Сравним литературное описание самоубийства Мушетт с тем, как его изображает Брессон. Литератор не озабочен разработкой визуальной метафоры в той мере, в какой озабочен кинорежиссер. Писатель прибегает к визуальной метафоре чаще всего как к иллюстрации происходящего здесь и сейчас, а кинорежиссер имеет дело с непосредственно «наблюдаемым фактом», который нужно показать, а не проиллюстрировать.

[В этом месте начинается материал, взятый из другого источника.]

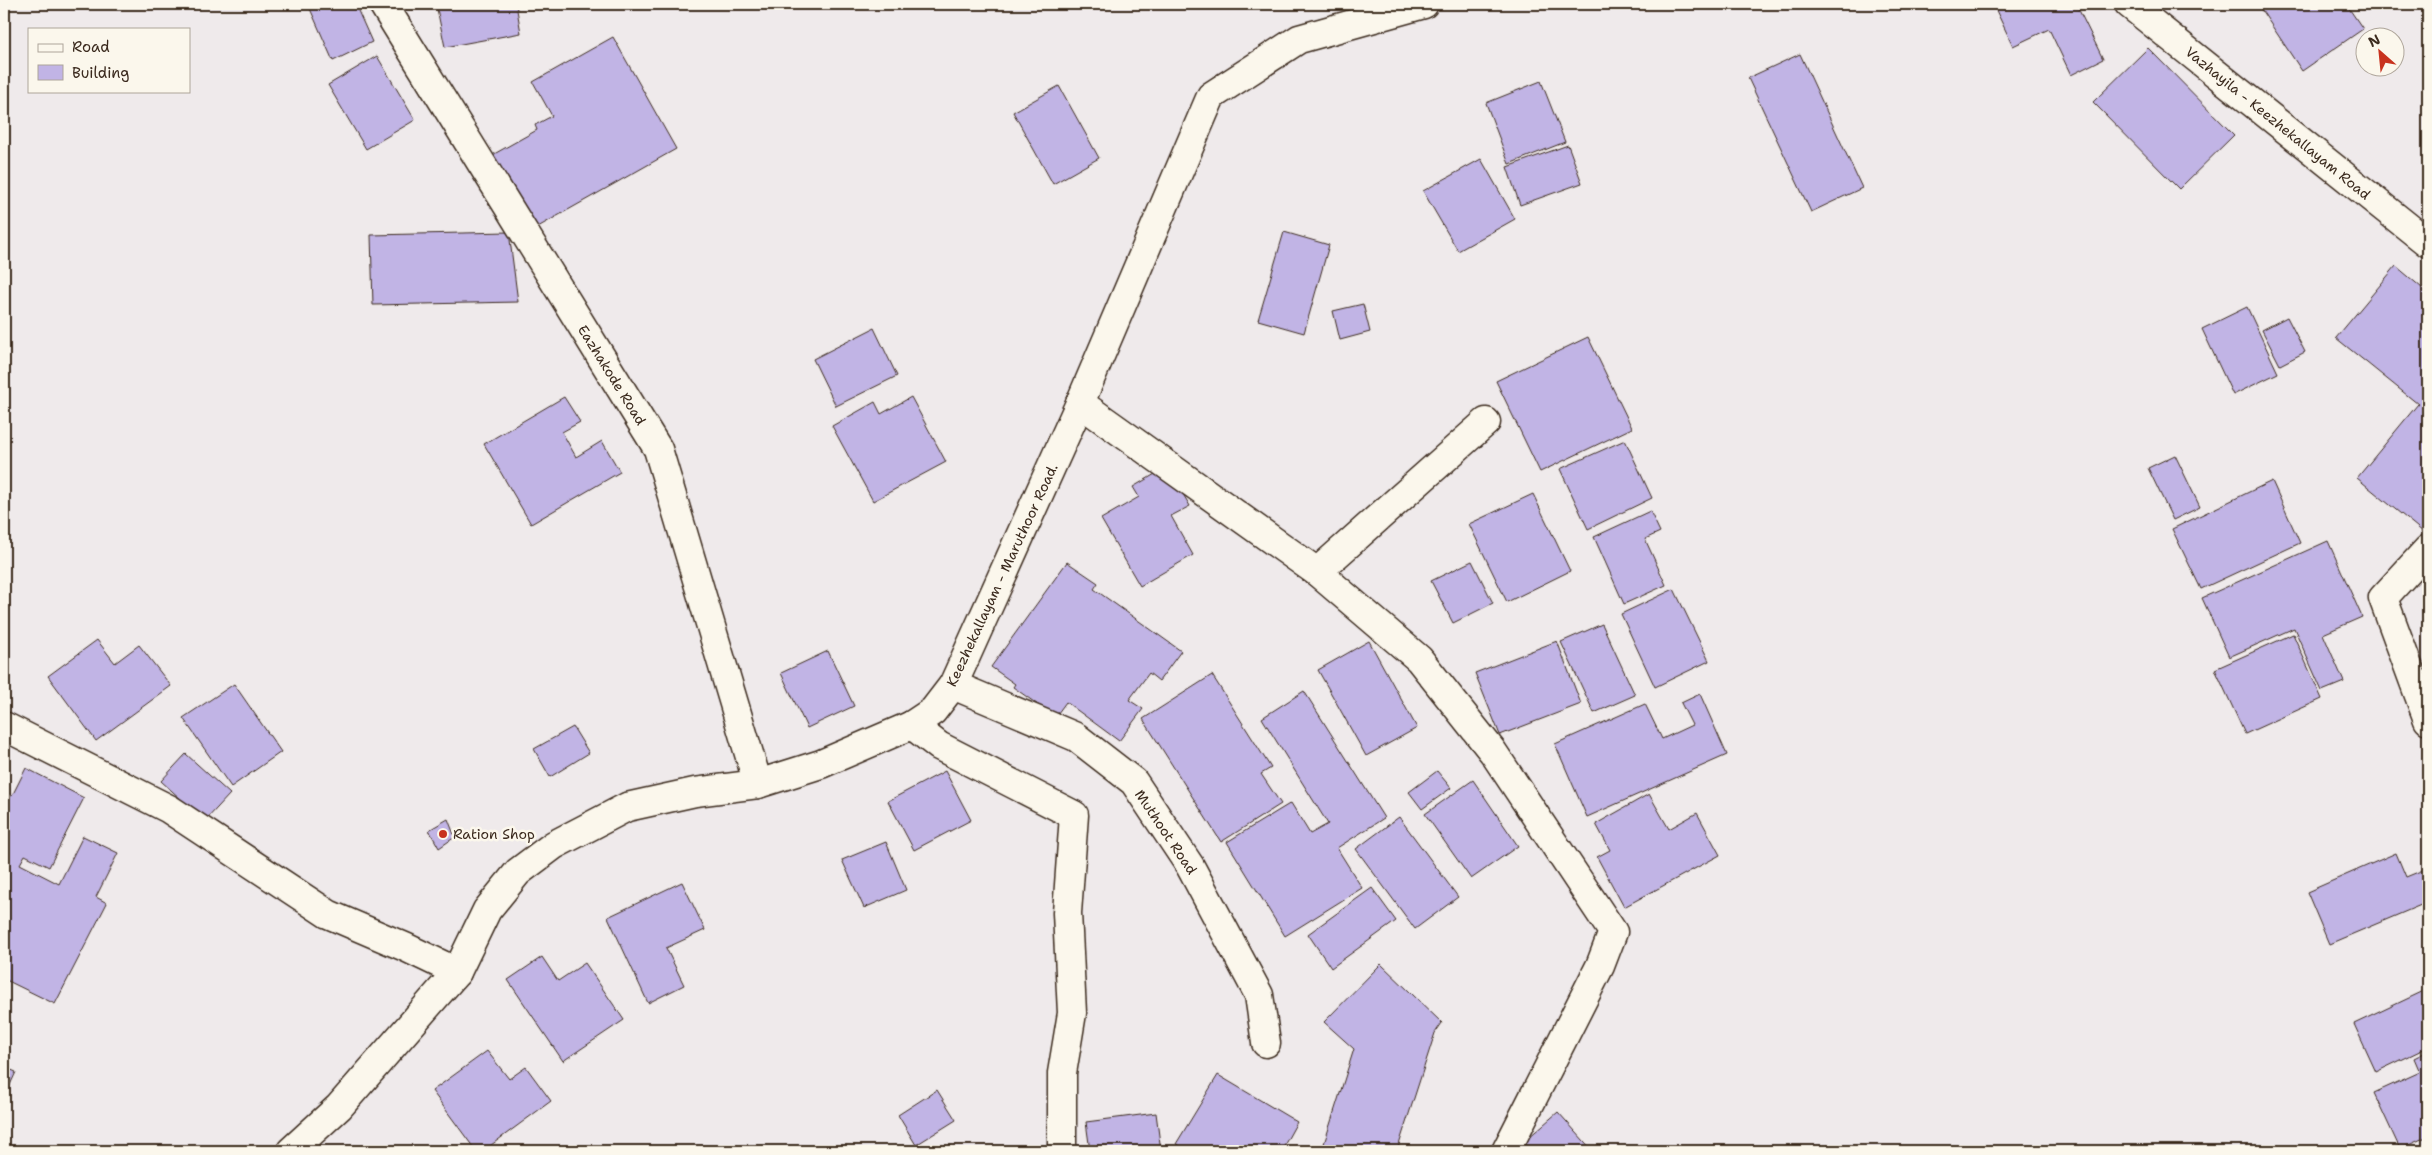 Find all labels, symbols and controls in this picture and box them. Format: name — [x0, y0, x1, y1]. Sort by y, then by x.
legend — [28, 28, 190, 92]
north arrow — [2354, 28, 2404, 78]
text: N — [2365, 30, 2383, 51]
text: Road — [72, 37, 110, 57]
street label: Vazhayila - Keezhekallayam Road — [2182, 43, 2374, 203]
text: Building — [72, 63, 129, 83]
street label: Eazhakode Road — [574, 322, 650, 429]
street label: Keezhekallayam - Maruthoor Road. — [942, 461, 1062, 689]
street label: Muthoot Road — [1131, 786, 1201, 878]
place label: Ration Shop — [453, 825, 535, 843]
marker: Ration Shop — [437, 828, 449, 840]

Бернанос пишет: «Мушетт соскользнула с берега, ступила шаг, другой, пока не почувствовала в икрах и бедрах слабое покусывание холодной воды. Вдруг владевшая ею тишина стала всесветной. Так толпа удерживает дыхание, когда эквилибрист взбирается на последнюю ступеньку уходящей в головокружительную высоту лестницы»[40]. Метафора с эквилибристом передает внутреннее состояние Мушетт, но не передает ее физического положения в пространстве, то есть не отражает того, что Брессон называет «конкретной действительностью». Бернанос продолжает: «Слабеющая воля Мушетт окончательно растворилась в этой тишине. Повинуясь ей, она скользнула вперед, держась одной рукой за кромку берега. Простое движение кисти вполне могло удержать на поверхности ее тело, впрочем, здесь было мелко. И вдруг, подчиняясь правилам некоей пагубной игры, она откинула назад голову, глядя в самый зенит неба. Коварная вода охватила ее затылок, залилась в уши с веселым праздничным журчанием. И, сделав легкое движение всем телом, она почувствовала, что жизнь украдкой уходит от нее, а в ноздри ей уже бил запах самой могилы»[41].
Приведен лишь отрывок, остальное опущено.